The sum of interior angles of a regular polygon is 1080°
a) Find the size of each exterior angle
Show me
We have a formula for the sum of the angles:
sum of angles = 180(n-2), where n is the number of sides
180(n-2) = 1080
solve for n , now you have the number of angles,
(hint: it is a very common polygon)
divide 1080 by that n to get the size of each angle.
In this case n = 8
All the Exterior Angles of a polygon add up to 360°
Each exterior angle = 360° / n
Each exterior angle = 360° / 8 = 45°
To find the size of each exterior angle of a regular polygon, you can use the formula:
Each Exterior Angle = 360° / Number of Sides
In this case, we are given the sum of the interior angles (1080°), but we need to calculate the number of sides first.
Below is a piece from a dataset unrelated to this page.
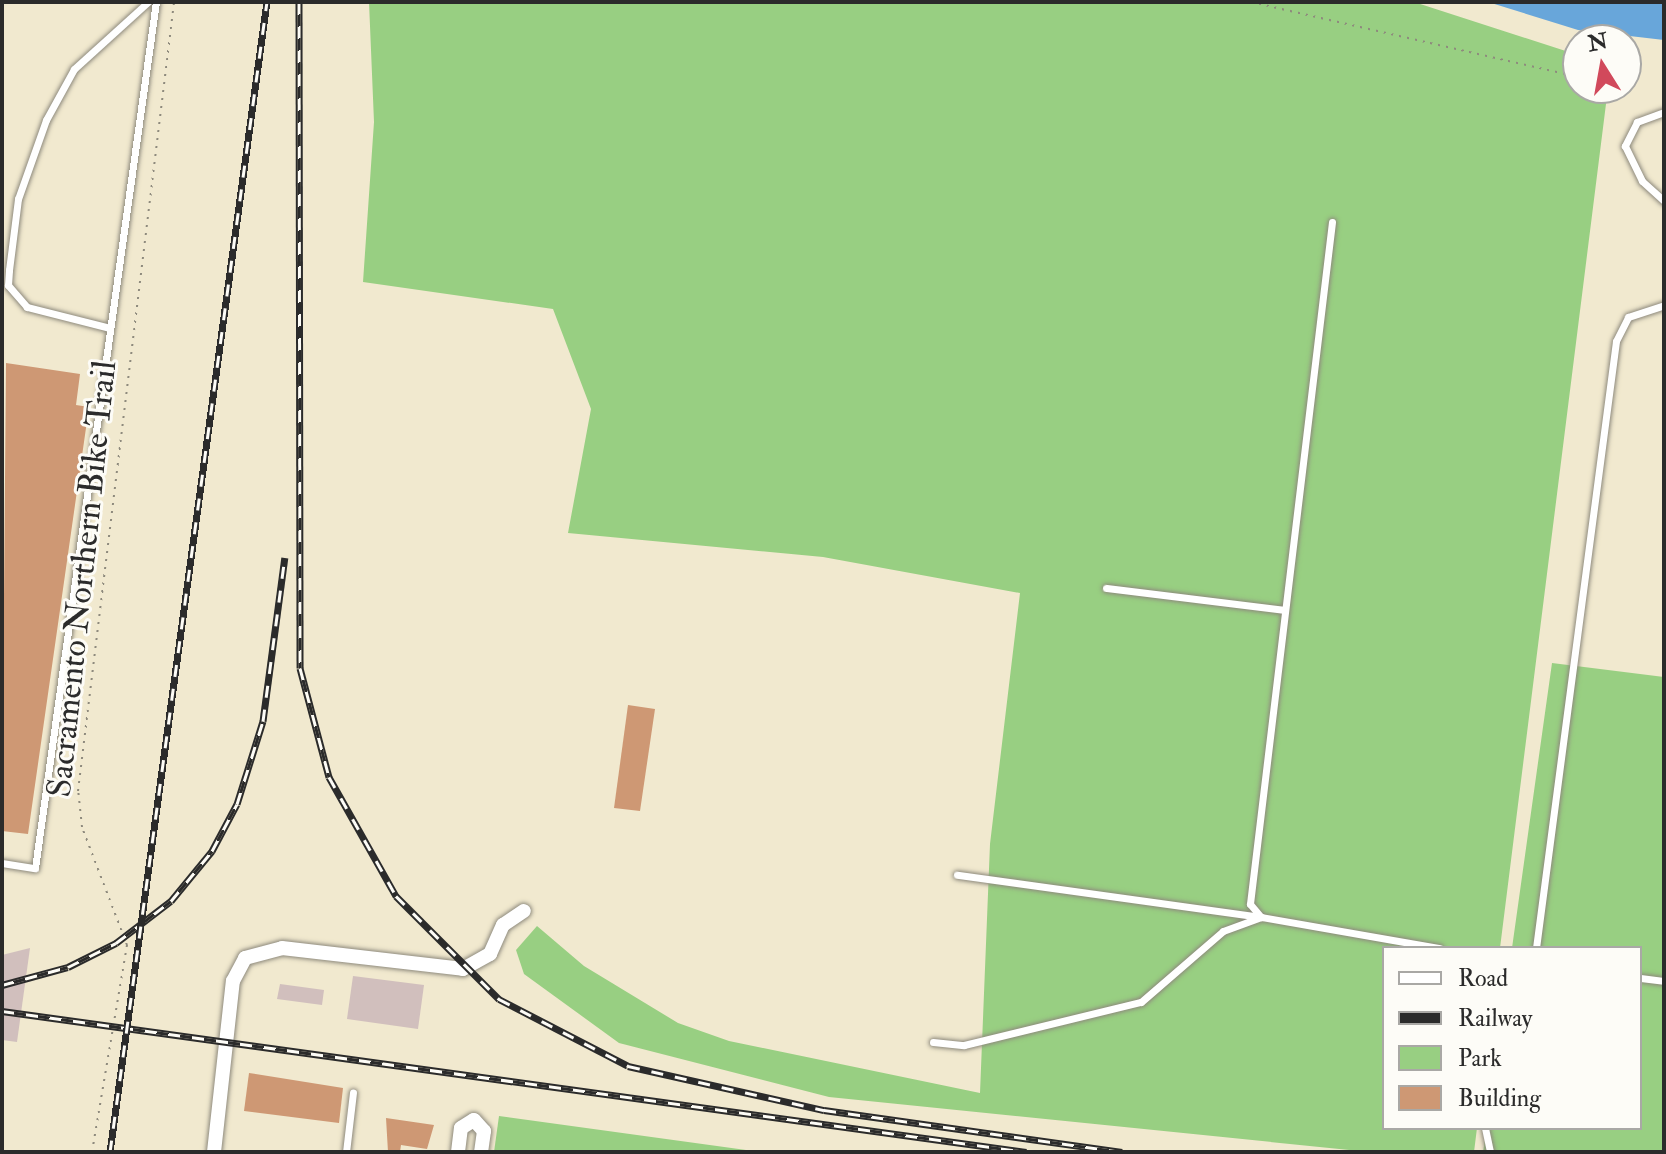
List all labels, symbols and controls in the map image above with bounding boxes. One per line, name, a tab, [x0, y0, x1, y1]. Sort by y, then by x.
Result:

The formula to calculate the sum of the interior angles of a polygon is:
Sum of Interior Angles = (Number of Sides - 2) * 180°
From the given information, we have:
Sum of Interior Angles = 1080°
Setting up the equation:
1080° = (Number of Sides - 2) * 180°
Simplifying the equation:
1080° = 180° * (Number of Sides - 2)
Dividing both sides by 180°:
6 = Number of Sides - 2
Adding 2 to both sides:
Number of Sides = 8
Now that we know the number of sides is 8, we can calculate the size of each exterior angle:
Each Exterior Angle = 360° / Number of Sides
Each Exterior Angle = 360° / 8
Each Exterior Angle = 45°
Therefore, the size of each exterior angle is 45°.